▶ Exercise instructions
Could you find each line of the data below that contains the word "Modelo" and copy those lines?

━━━ Data for analysis ━━━

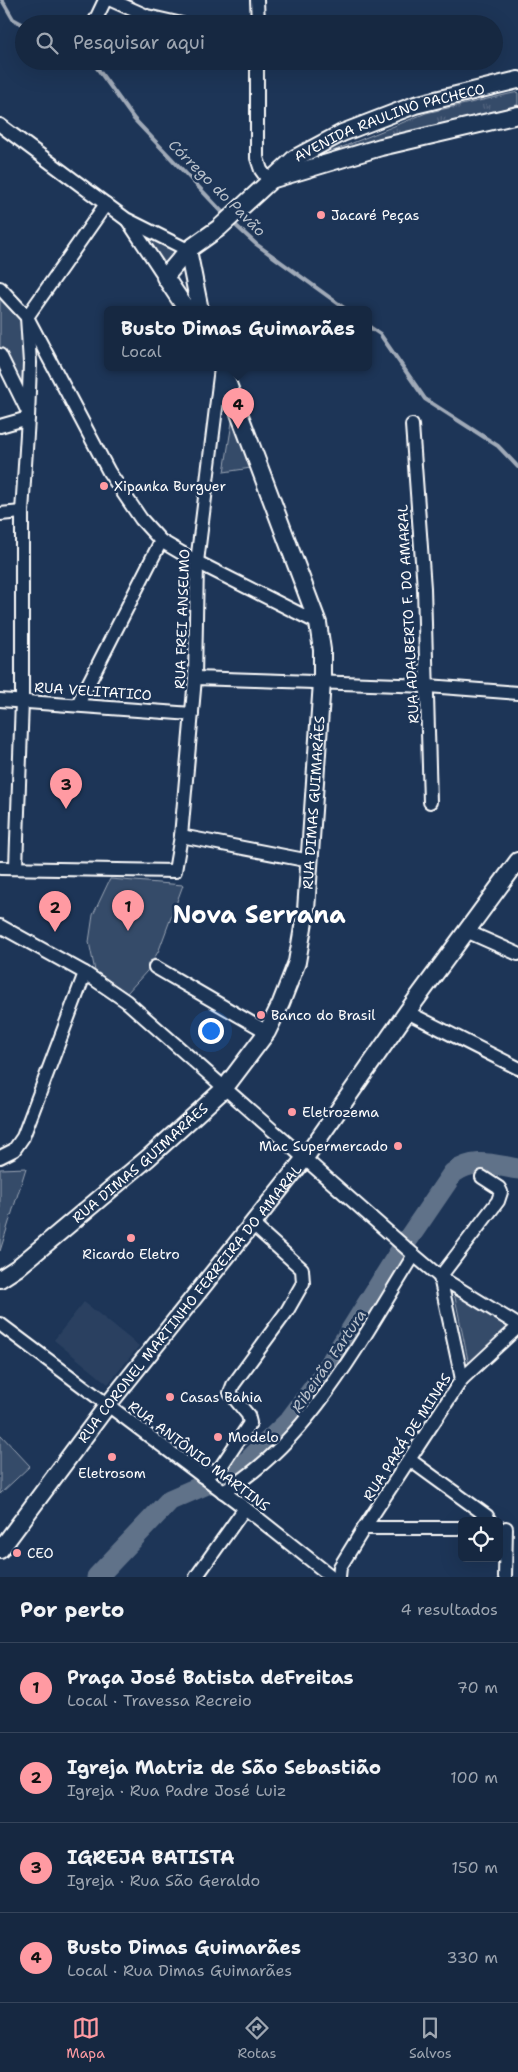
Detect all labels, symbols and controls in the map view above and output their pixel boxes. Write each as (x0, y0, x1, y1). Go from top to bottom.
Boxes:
search box (15, 15, 503, 70)
icon: search (33, 29, 61, 57)
text: Pesquisar aqui (73, 30, 205, 55)
street label: AVENIDA RAULINO PACHECO (291, 79, 486, 166)
water label: Córrego do Pavão (164, 135, 270, 241)
place label: Jacaré Peças (331, 206, 420, 224)
marker: Jacaré Peças (315, 209, 327, 221)
popup (104, 306, 372, 371)
text: Busto Dimas Guimarães (121, 316, 355, 341)
text: Local (121, 341, 162, 362)
pin: 4 (222, 388, 254, 429)
place label: Xipanka Burguer (114, 477, 226, 495)
marker: Xipanka Burguer (98, 480, 110, 492)
street label: RUA ADALBERTO F. DO AMARAL (393, 504, 423, 724)
street label: RUA FREI ANSELMO (171, 549, 193, 689)
street label: RUA VELITATICO (34, 678, 152, 704)
street label: RUA DIMAS GUIMARÃES (298, 715, 329, 890)
pin: 3 (50, 768, 82, 809)
pin: 1 (112, 890, 144, 931)
pin: 2 (39, 891, 71, 932)
district label: Nova Serrana (172, 899, 346, 931)
place label: Banco do Brasil (271, 1006, 376, 1024)
marker: Banco do Brasil (255, 1009, 267, 1021)
your location (198, 1018, 224, 1044)
street label: RUA DIMAS GUIMARÃES (68, 1099, 212, 1227)
place label: Eletrozema (302, 1103, 379, 1121)
marker: Eletrozema (286, 1106, 298, 1118)
place label: Mac Supermercado (259, 1137, 388, 1155)
marker: Mac Supermercado (392, 1140, 404, 1152)
street label: RUA CORONEL MARTINHO FERREIRA DO AMARAL (74, 1160, 306, 1446)
marker: Ricardo Eletro (125, 1232, 137, 1244)
place label: Ricardo Eletro (82, 1245, 180, 1263)
water label: Ribeirão Fartura (287, 1306, 371, 1416)
street label: RUA PARÁ DE MINAS (359, 1370, 455, 1504)
place label: Casas Bahia (180, 1388, 262, 1406)
marker: Casas Bahia (164, 1391, 176, 1403)
street label: RUA ANTÔNIO MARTINS (125, 1397, 273, 1515)
place label: Modelo (228, 1428, 279, 1446)
marker: Modelo (212, 1431, 224, 1443)
marker: Eletrosom (106, 1451, 118, 1463)
place label: Eletrosom (78, 1464, 146, 1482)
map controls (458, 1517, 503, 1562)
button: locate (458, 1517, 503, 1562)
place label: CEO (27, 1544, 54, 1562)
marker: CEO (11, 1547, 23, 1559)
text: Por perto (20, 1596, 124, 1624)
text: 4 resultados (400, 1599, 498, 1620)
text: Praça José Batista deFreitas (67, 1665, 354, 1690)
text: 1 (32, 1677, 40, 1698)
text: 70 m (457, 1677, 498, 1698)
text: Local · Travessa Recreio (67, 1690, 252, 1711)
text: Igreja Matriz de São Sebastião (67, 1755, 381, 1780)
text: 2 (30, 1767, 42, 1788)
text: 100 m (450, 1767, 498, 1788)
text: Igreja · Rua Padre José Luiz (67, 1780, 286, 1801)
text: IGREJA BATISTA (67, 1845, 235, 1870)
text: 3 (30, 1857, 42, 1878)
text: 150 m (451, 1857, 498, 1878)
text: Igreja · Rua São Geraldo (67, 1870, 260, 1891)
text: Busto Dimas Guimarães (67, 1935, 301, 1960)
text: 4 (30, 1947, 42, 1968)
text: 330 m (446, 1947, 498, 1968)
text: Local · Rua Dimas Guimarães (67, 1960, 292, 1981)
tab: Mapa (66, 2014, 105, 2062)
tab: Rotas (237, 2014, 276, 2062)
tab: Salvos (409, 2014, 452, 2062)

━━━

▶ Output below
place label: Modelo (228, 1428, 279, 1446)
marker: Modelo (212, 1431, 224, 1443)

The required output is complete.